A Novel SETX Mutation in a Taiwanese Patient with Autosomal Recessive Cerebellar Ataxia Detected by Targeted Next-Generation Sequencing, and a Literature Review

Ataxia with oculomotor apraxia type 2 (AOA2), also known as autosomal recessive spinocerebellar ataxia with axonal neuropathy-2 (SCAN2) (OMIM #606002), is a neurodegenerative disorder characterized by early-onset progressive cerebellar ataxia, polyneuropathy, and elevated levels of alpha-fetoprotein. It is caused by mutations in the SETX (OMIM #608465) gene. The prevalence of this disease is widely varied, from non-existent up to 1/150,000, depending on the region. Until now, no cases of AOA2/SCAN2 have been reported in Taiwan.
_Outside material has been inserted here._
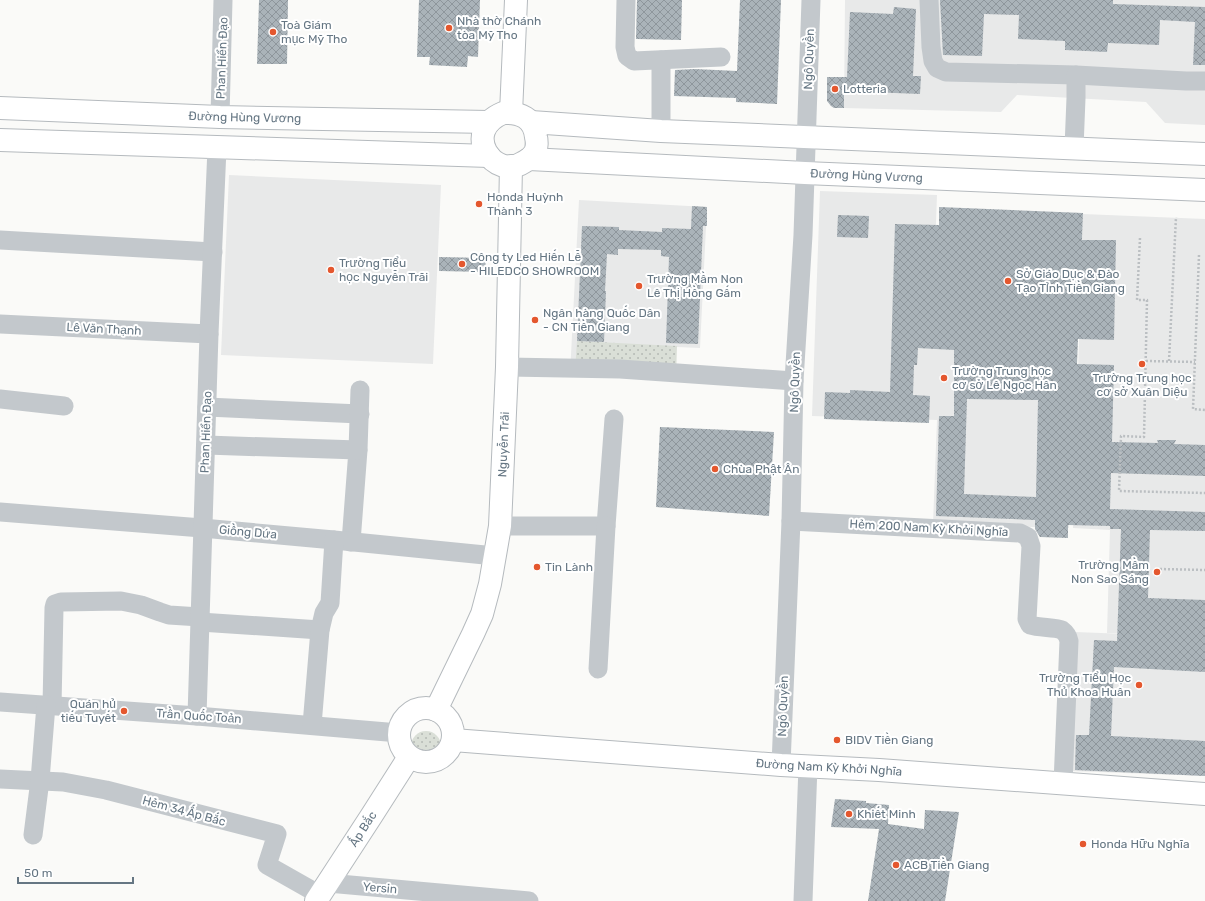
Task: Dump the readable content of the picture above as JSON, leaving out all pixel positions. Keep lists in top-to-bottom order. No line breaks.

Methods: Next-generation sequencing was used to detect disease-causing mutations of SETX in a Taiwanese patient presenting with autosomal recessive cerebellar ataxia, polyneuropathy, and elevated alpha-fetoprotein. The candidate mutations were further confirmed by polymerase chain reaction (PCR) and Sanger sequencing.
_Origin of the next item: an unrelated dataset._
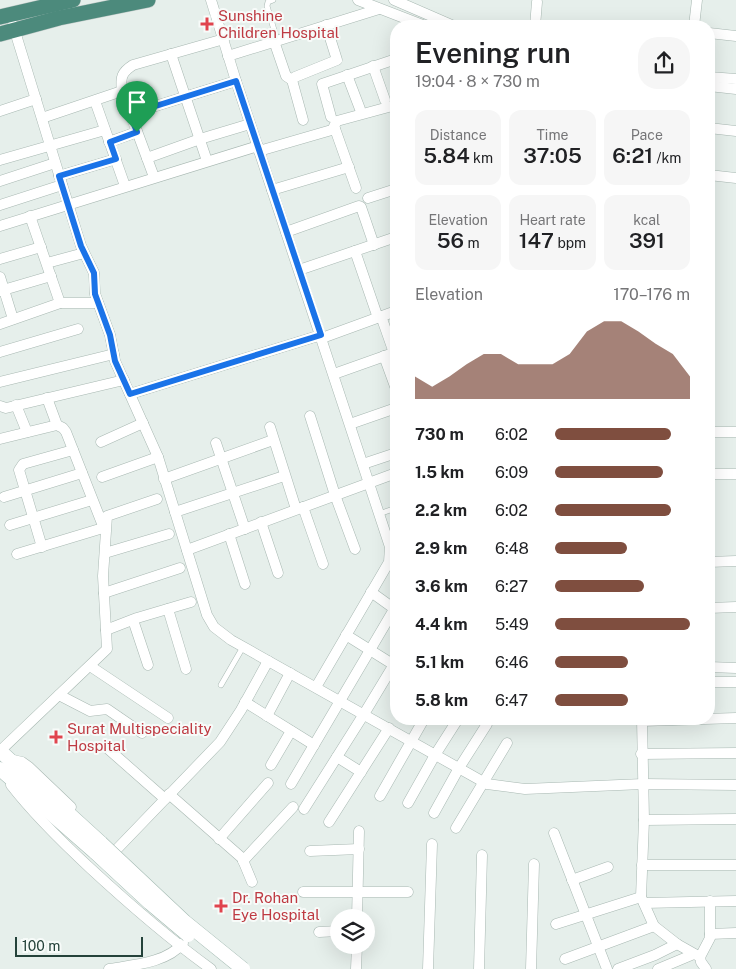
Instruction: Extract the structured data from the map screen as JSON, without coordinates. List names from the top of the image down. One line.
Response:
{"places":{"health":["Sunshine Children Hospital","Surat Multispeciality Hospital","Dr. Rohan Eye Hospital"]},"scale_bar":"100 m","page":{"heading":["Evening run","19:04 · 8 × 730 m"],"stats":[["Distance","5.84 km"],["Time","37:05"],["Pace","6:21 /km"],["Elevation","56 m"],["Heart rate","147 bpm"],["kcal","391"]],"chart":["Elevation","170–176 m"],"list":[{"name":"730 m","note":"6:02"},{"name":"1.5 km","note":"6:09"},{"name":"2.2 km","note":"6:02"},{"name":"2.9 km","note":"6:48"},{"name":"3.6 km","note":"6:27"},{"name":"4.4 km","note":"5:49"},{"name":"5.1 km","note":"6:46"},{"name":"5.8 km","note":"6:47"}],"scale":"100 m"}}
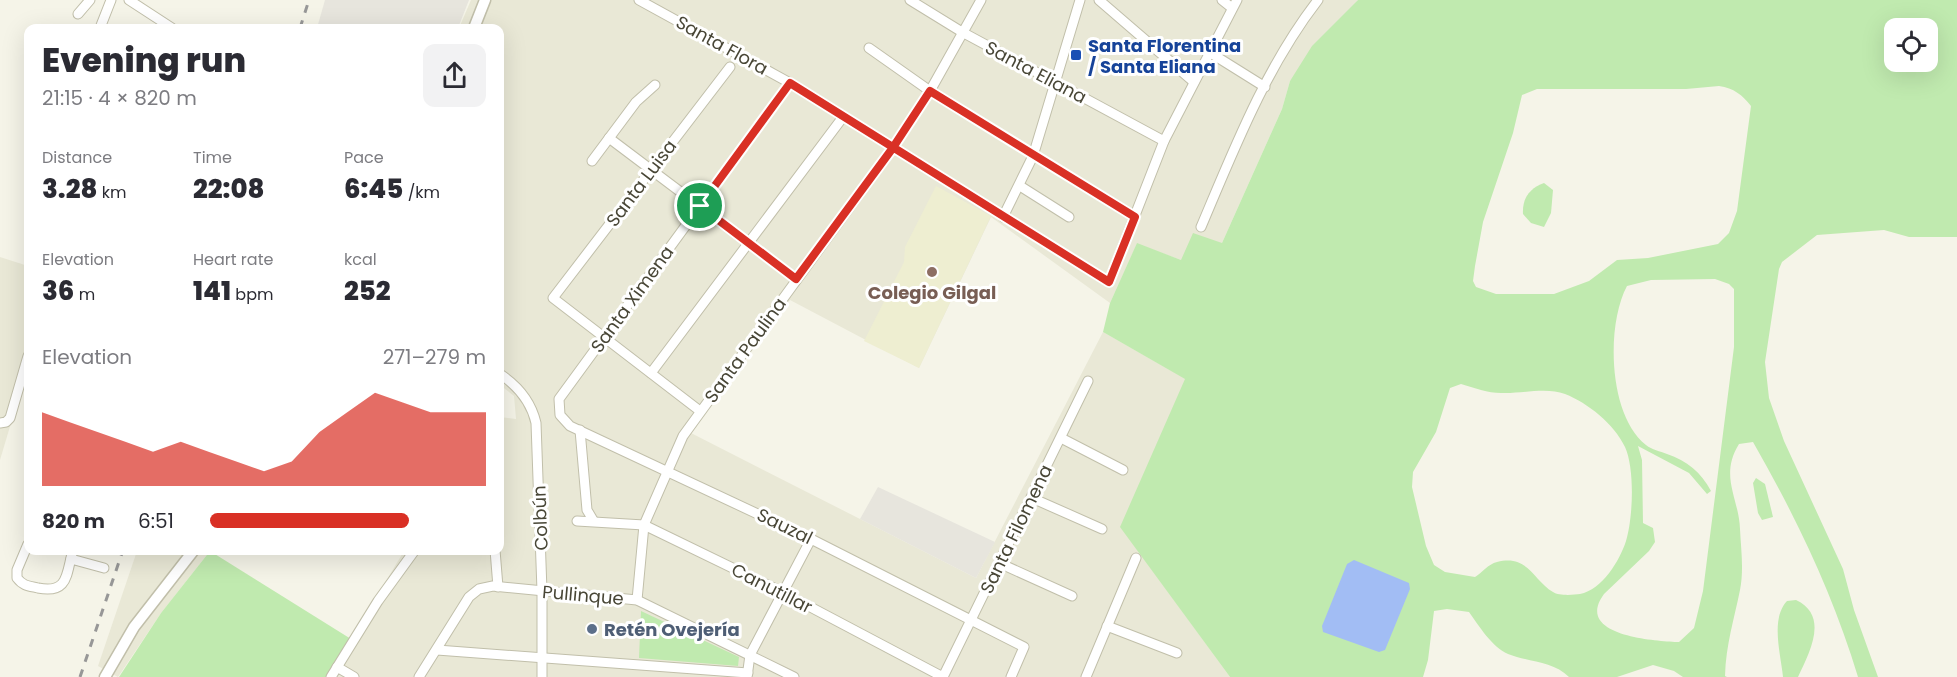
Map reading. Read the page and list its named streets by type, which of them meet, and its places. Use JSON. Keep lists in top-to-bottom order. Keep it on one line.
{"streets":{"street":["Santa Flora","Santa Eliana","Santa Luisa","Santa Ximena","Santa Paulina","Colbún","Sauzal","Santa Filomena","Canutillar","Pullinque"]},"crossings":[["Santa Flora","Santa Ximena"],["Santa Flora","Santa Paulina"],["Santa Eliana","Santa Paulina"],["Santa Luisa","Santa Ximena"],["Santa Ximena","Sauzal"],["Santa Paulina","Sauzal"],["Santa Paulina","Canutillar"],["Santa Paulina","Pullinque"],["Colbún","Pullinque"],["Sauzal","Santa Filomena"],["Santa Filomena","Canutillar"]],"places":{"transit":["Santa Florentina / Santa Eliana"],"other":["Colegio Gilgal","Retén Ovejería"]},"page":{"heading":["Evening run","21:15 · 4 × 820 m"],"stats":[["Distance","3.28 km"],["Time","22:08"],["Pace","6:45 /km"],["Elevation","36 m"],["Heart rate","141 bpm"],["kcal","252"]],"chart":["Elevation","271–279 m"],"list":[{"name":"820 m","note":"6:51"}]}}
Results: A compound heterozygous mutation of SETX c.6859C > T (p.R2287X) and c.7034-7036del was identified. The c.6859C > T (p.R2287X) has been previously found in a Saudi Arabia family, whereas c.7034-7036del is a novel mutation. Both mutations were predicted by bioinformatics programs to be likely pathogenic (having a damaging effect). We also reviewed the literature to address the reported clinical features of AOA2 from different populations.
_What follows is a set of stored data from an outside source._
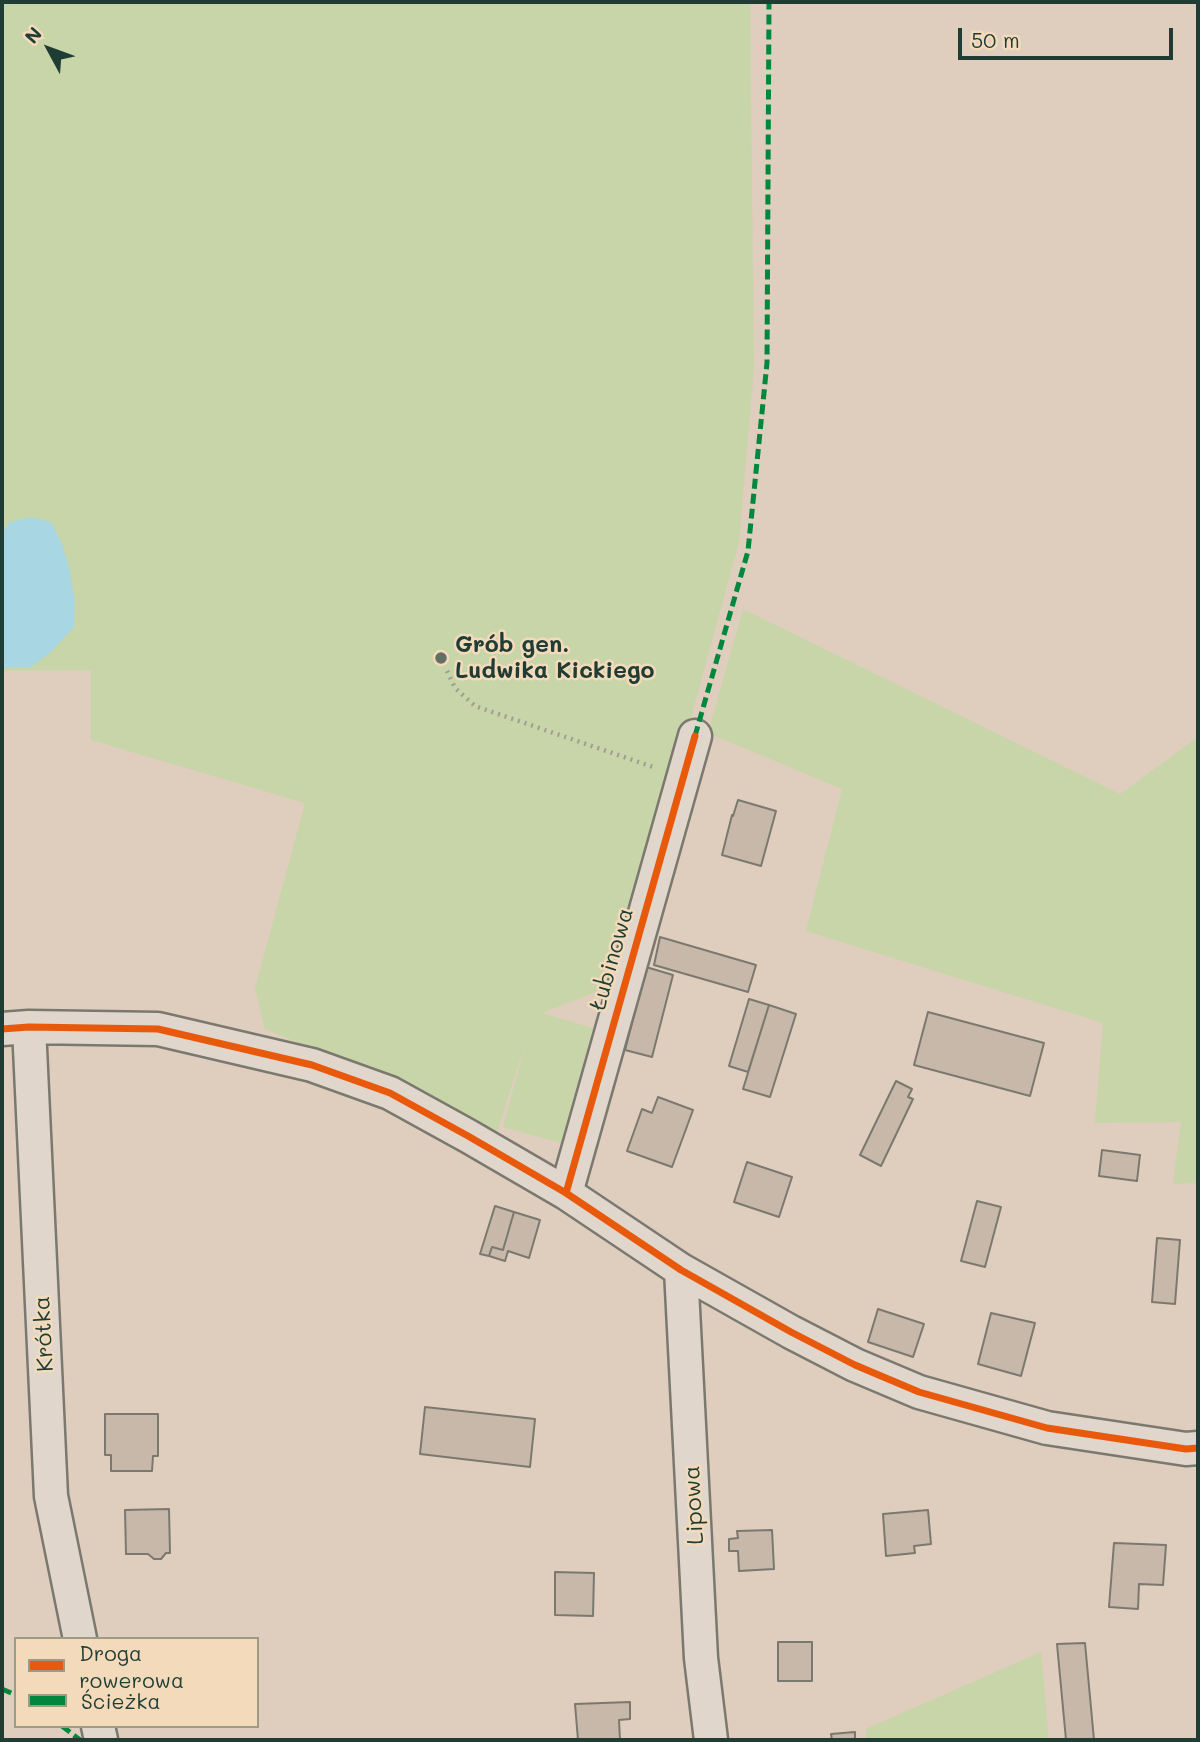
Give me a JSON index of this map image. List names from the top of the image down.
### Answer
{
  "streets": {
    "street": ["Łubinowa", "Krótka", "Lipowa"]
  },
  "places": ["Grób gen. Ludwika Kickiego"],
  "legend": ["Droga rowerowa", "Ścieżka"],
  "scale_bar": "50 m",
  "north": "top left"
}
Conclusions: To our knowledge, we are the first to report a Taiwanese patient with AOA2/SCAN2, a result obtained by utilizing next-generation sequencing. The literature review shows that ataxia, polyneuropathy, and elevated AFP are common features and ocular motor apraxia (OMA) is a variable sign of AOA2 from different populations. OMA is rare and saccadic ocular pursuit and nystagmus are common in East Asian AOA2.

SETX; autosomal recessive spinocerebellar ataxia; next-generation sequencing; novel mutation; oculomotor apraxia type 2.